What you have to do:
Could you filter the records below and keep only the lines with the word "Alexa"?

Task input:
——
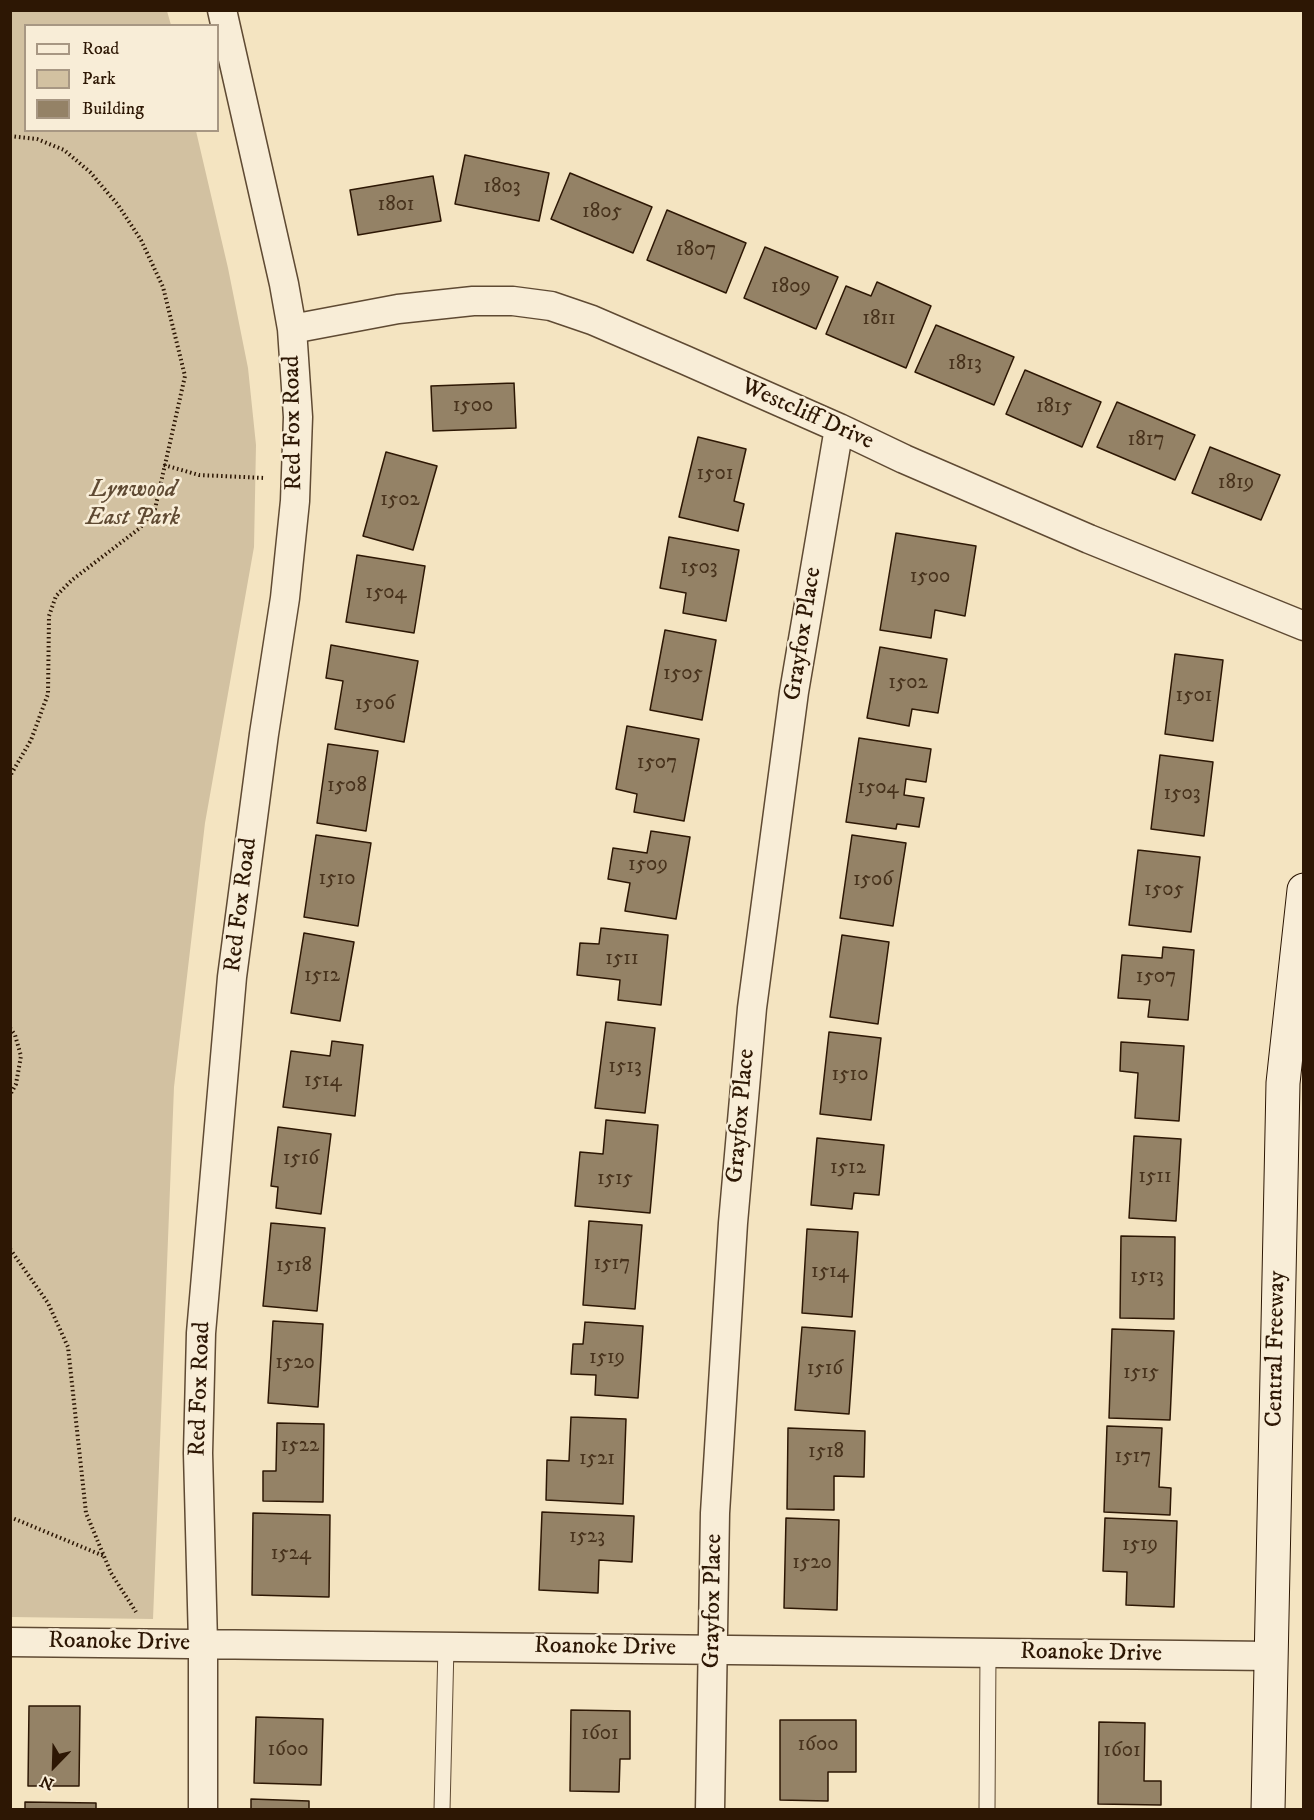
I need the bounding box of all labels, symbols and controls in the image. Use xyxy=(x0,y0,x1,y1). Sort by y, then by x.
legend xyxy=(24,24,219,132)
text: Road xyxy=(82,38,119,60)
text: Park xyxy=(82,68,116,90)
text: Building xyxy=(82,98,144,120)
house number: 1803 xyxy=(483,175,521,201)
house number: 1801 xyxy=(377,193,415,219)
house number: 1805 xyxy=(582,200,622,226)
house number: 1807 xyxy=(676,238,716,264)
house number: 1809 xyxy=(771,275,811,301)
house number: 1811 xyxy=(862,307,896,333)
house number: 1813 xyxy=(948,352,982,378)
street label: Red Fox Road xyxy=(278,355,310,491)
street label: Westcliff Drive xyxy=(736,373,878,457)
house number: 1500 xyxy=(453,394,493,420)
house number: 1815 xyxy=(1036,395,1072,421)
house number: 1817 xyxy=(1128,428,1164,454)
house number: 1501 xyxy=(697,462,733,488)
house number: 1819 xyxy=(1218,471,1254,497)
park label: Lynwood East Park xyxy=(86,477,180,533)
house number: 1502 xyxy=(380,488,420,514)
house number: 1503 xyxy=(680,556,718,582)
street label: Grayfox Place xyxy=(779,565,829,703)
house number: 1500 xyxy=(910,565,950,591)
house number: 1504 xyxy=(365,581,407,607)
house number: 1505 xyxy=(663,662,703,688)
house number: 1502 xyxy=(888,671,928,697)
house number: 1501 xyxy=(1176,684,1212,710)
house number: 1506 xyxy=(355,692,395,718)
house number: 1507 xyxy=(637,751,677,777)
house number: 1508 xyxy=(327,774,367,800)
house number: 1504 xyxy=(857,776,899,802)
house number: 1503 xyxy=(1163,782,1201,808)
street label: Red Fox Road xyxy=(219,836,265,974)
house number: 1509 xyxy=(628,853,668,879)
house number: 1510 xyxy=(319,867,355,893)
house number: 1506 xyxy=(853,868,893,894)
house number: 1505 xyxy=(1144,878,1184,904)
house number: 1511 xyxy=(605,947,639,973)
house number: 1512 xyxy=(304,964,340,990)
house number: 1507 xyxy=(1136,965,1176,991)
street label: Grayfox Place xyxy=(722,1048,762,1184)
house number: 1513 xyxy=(608,1055,642,1081)
house number: 1510 xyxy=(832,1063,868,1089)
house number: 1514 xyxy=(304,1069,342,1095)
house number: 1516 xyxy=(283,1147,319,1173)
house number: 1512 xyxy=(830,1156,866,1182)
house number: 1511 xyxy=(1138,1165,1172,1191)
house number: 1515 xyxy=(597,1167,633,1193)
house number: 1517 xyxy=(594,1252,630,1278)
house number: 1518 xyxy=(276,1254,312,1280)
house number: 1514 xyxy=(811,1260,849,1286)
house number: 1513 xyxy=(1130,1265,1164,1291)
street label: Central Freeway xyxy=(1261,1270,1293,1428)
street label: Red Fox Road xyxy=(184,1321,218,1457)
house number: 1519 xyxy=(589,1346,625,1372)
house number: 1520 xyxy=(275,1351,315,1377)
house number: 1516 xyxy=(807,1357,843,1383)
house number: 1515 xyxy=(1123,1361,1159,1387)
house number: 1522 xyxy=(281,1434,319,1460)
house number: 1518 xyxy=(808,1440,844,1466)
house number: 1517 xyxy=(1115,1445,1151,1471)
house number: 1521 xyxy=(579,1447,615,1473)
house number: 1523 xyxy=(569,1525,605,1551)
street label: Grayfox Place xyxy=(698,1533,730,1669)
house number: 1519 xyxy=(1122,1533,1158,1559)
house number: 1524 xyxy=(271,1542,311,1568)
house number: 1520 xyxy=(792,1551,832,1577)
street label: Roanoke Drive xyxy=(48,1627,190,1659)
street label: Roanoke Drive xyxy=(534,1632,676,1664)
street label: Roanoke Drive xyxy=(1020,1638,1162,1670)
house number: 1601 xyxy=(581,1722,619,1748)
house number: 1600 xyxy=(797,1733,839,1759)
north arrow xyxy=(24,1736,84,1796)
house number: 1600 xyxy=(267,1738,309,1764)
house number: 1601 xyxy=(1103,1739,1141,1765)
text: N xyxy=(37,1771,57,1794)

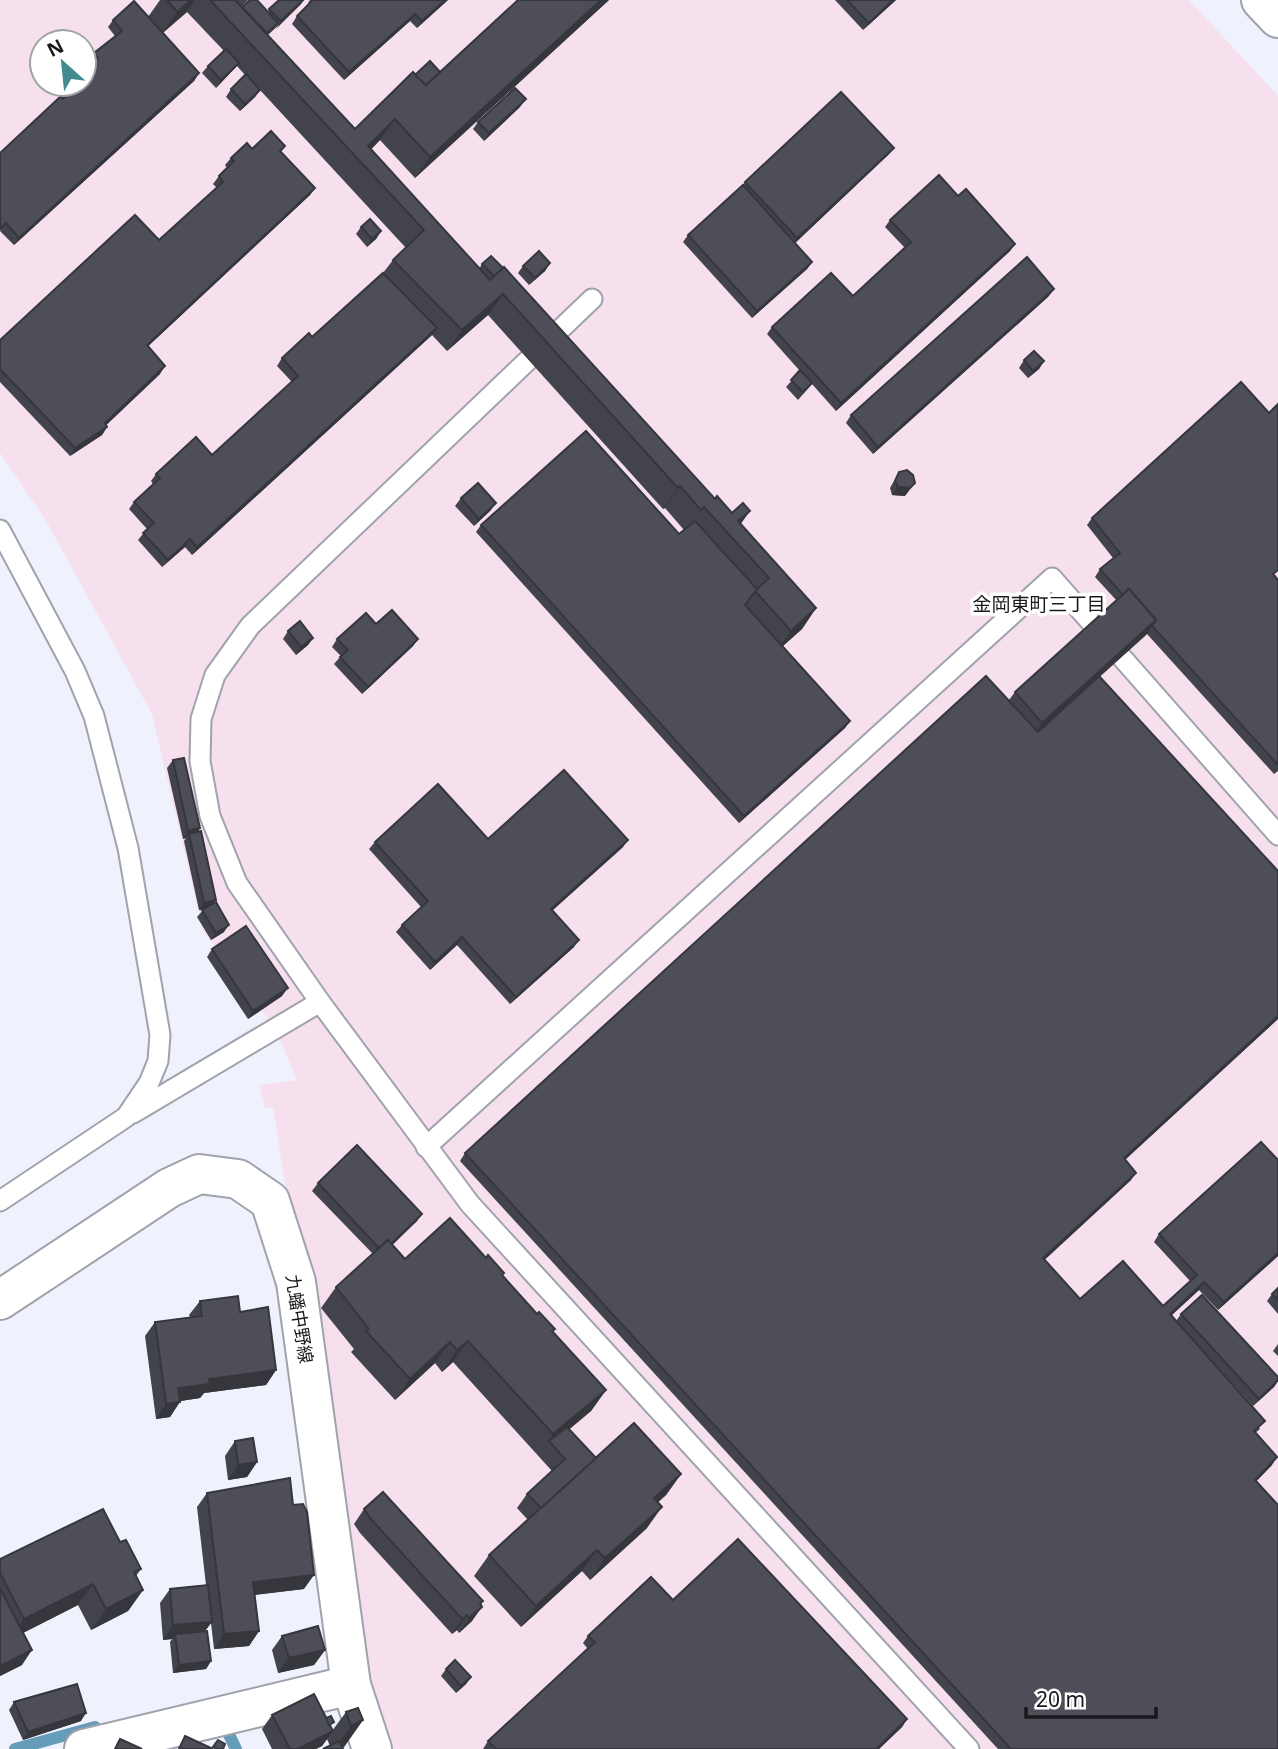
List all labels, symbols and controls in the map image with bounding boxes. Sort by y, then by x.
north arrow [28,28,98,98]
text: N [42,33,68,63]
district label: 金岡東町三丁目 [972,591,1106,617]
street label: 九蟠中野線 [281,1273,319,1365]
scale bar [1026,1676,1156,1720]
text: 20 m [1036,1685,1085,1713]

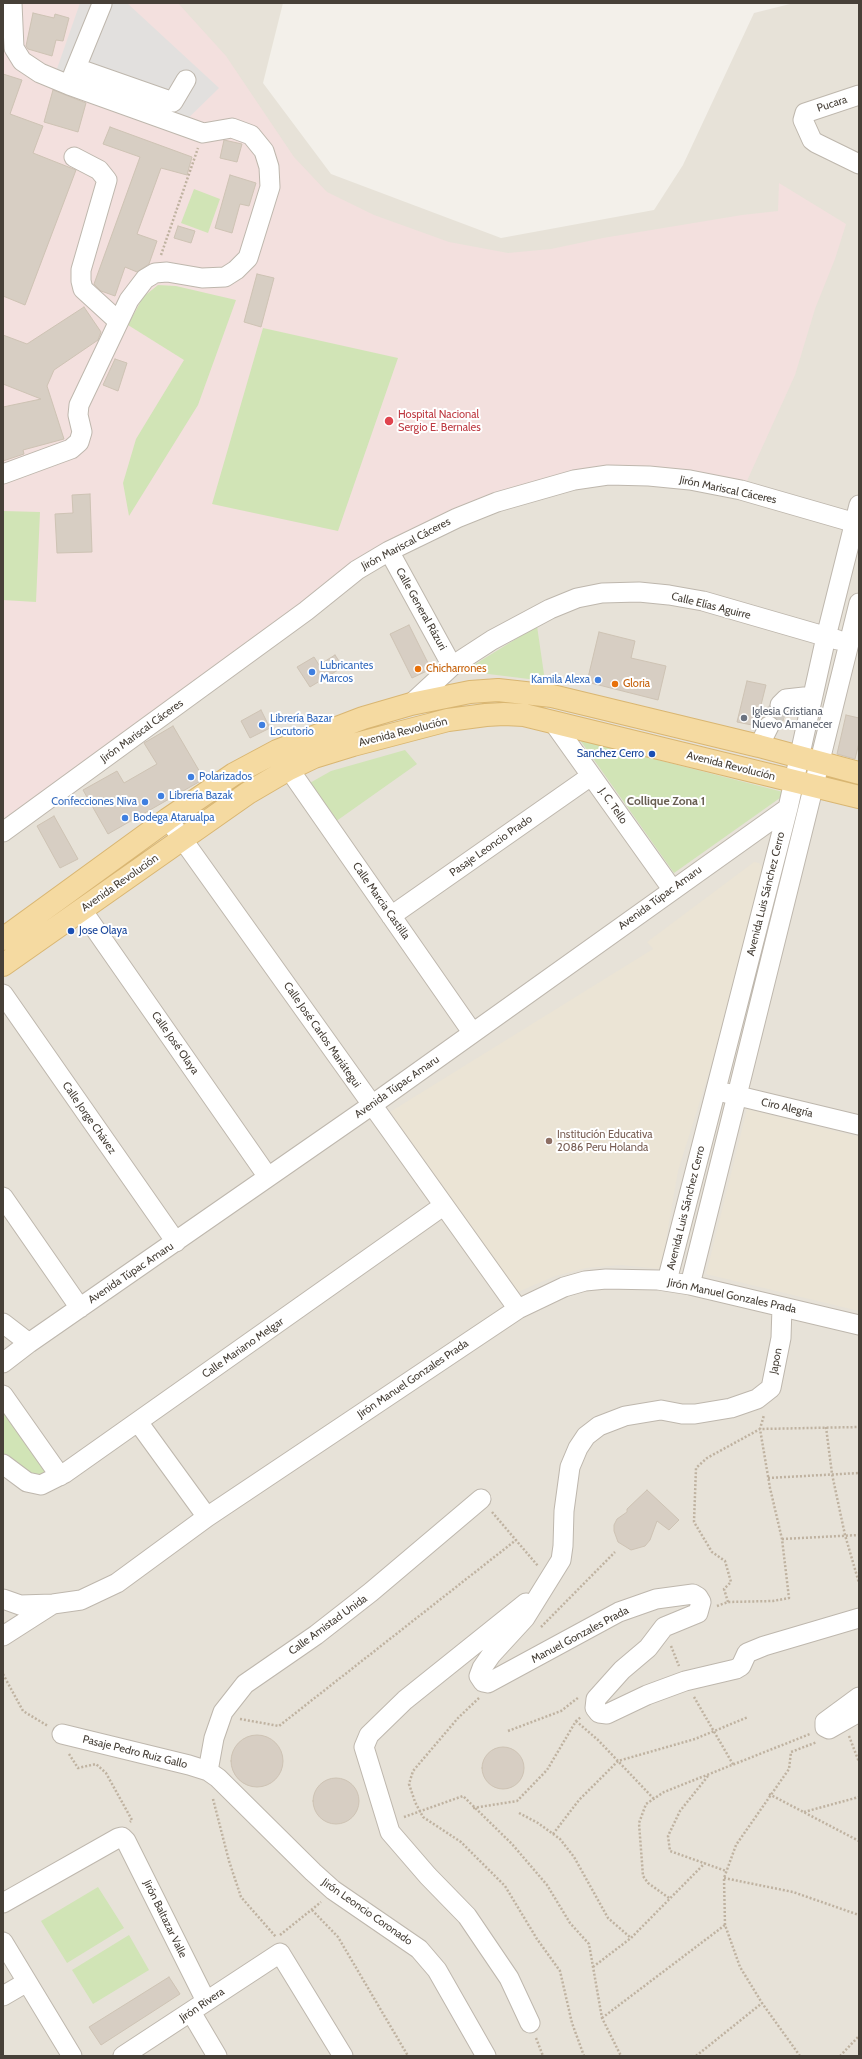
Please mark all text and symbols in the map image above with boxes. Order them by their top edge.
street label: Pucara [815,93,849,115]
place label: Hospital Nacional Sergio E. Bernales [398,408,481,434]
marker: Hospital Nacional Sergio E. Bernales [383,415,395,427]
street label: Jirón Mariscal Cáceres [678,473,778,507]
street label: Jirón Mariscal Cáceres [359,515,453,573]
street label: Calle General Rázuri [393,565,449,653]
street label: Calle Elías Aguirre [670,590,752,622]
place label: Lubricantes Marcos [320,659,373,685]
place label: Chicharrones [426,662,486,676]
marker: Chicharrones [413,664,423,674]
marker: Lubricantes Marcos [307,667,317,677]
place label: Kamila Alexa [531,673,590,687]
marker: Kamila Alexa [593,675,603,685]
place label: Gloria [623,677,650,691]
marker: Gloria [610,679,620,689]
street label: Jirón Mariscal Cáceres [98,697,186,765]
place label: Iglesia Cristiana Nuevo Amanecer [752,705,832,731]
place label: Librería Bazar Locutorio [270,712,332,738]
marker: Iglesia Cristiana Nuevo Amanecer [739,713,749,723]
street label: Avenida Revolución [357,715,449,749]
marker: Librería Bazar Locutorio [257,720,267,730]
place label: Sanchez Cerro [577,747,644,761]
marker: Sanchez Cerro [647,749,657,759]
street label: Avenida Revolución [685,749,777,783]
place label: Polarizados [199,770,252,784]
marker: Polarizados [186,772,196,782]
street label: J. C. Tello [596,785,630,827]
place label: Librería Bazak [169,789,233,803]
marker: Librería Bazak [156,791,166,801]
district label: Collique Zona 1 [627,794,705,808]
place label: Confecciones Niva [51,795,137,809]
marker: Confecciones Niva [140,797,150,807]
place label: Bodega Atarualpa [133,811,215,825]
marker: Bodega Atarualpa [120,813,130,823]
street label: Pasaje Leoncio Prado [447,813,535,879]
street label: Avenida Luis Sánchez Cerro [744,831,788,957]
street label: Avenida Revolución [79,852,161,914]
street label: Calle Marcia Castilla [350,860,412,942]
street label: Avenida Túpac Amaru [616,863,704,933]
place label: Jose Olaya [79,924,127,938]
marker: Jose Olaya [66,926,76,936]
street label: Calle José Carlos Mariátegui [281,980,363,1090]
street label: Calle José Olaya [149,1009,201,1077]
street label: Avenida Túpac Amaru [352,1053,442,1121]
street label: Calle Jorge Chávez [59,1079,119,1157]
street label: Ciro Alegría [760,1096,814,1120]
place label: Institución Educativa 2086 Peru Holanda [557,1128,653,1154]
marker: Institución Educativa 2086 Peru Holanda [544,1136,554,1146]
street label: Avenida Luis Sánchez Cerro [664,1145,708,1271]
street label: Avenida Túpac Amaru [86,1240,176,1306]
street label: Jirón Manuel Gonzales Prada [666,1276,798,1316]
street label: Calle Mariano Melgar [200,1315,286,1381]
street label: Jirón Manuel Gonzales Prada [355,1337,471,1421]
street label: Japon [767,1347,785,1375]
street label: Calle Amistad Unida [286,1592,370,1658]
street label: Manuel Gonzales Prada [529,1604,631,1666]
street label: Pasaje Pedro Ruiz Gallo [81,1733,189,1771]
street label: Jirón Leoncio Coronado [319,1876,415,1948]
street label: Jirón Baltazar Valle [140,1878,190,1960]
street label: Jirón Rivera [177,1985,227,2025]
——
Answer space:
place label: Kamila Alexa [531,673,590,687]
marker: Kamila Alexa [593,675,603,685]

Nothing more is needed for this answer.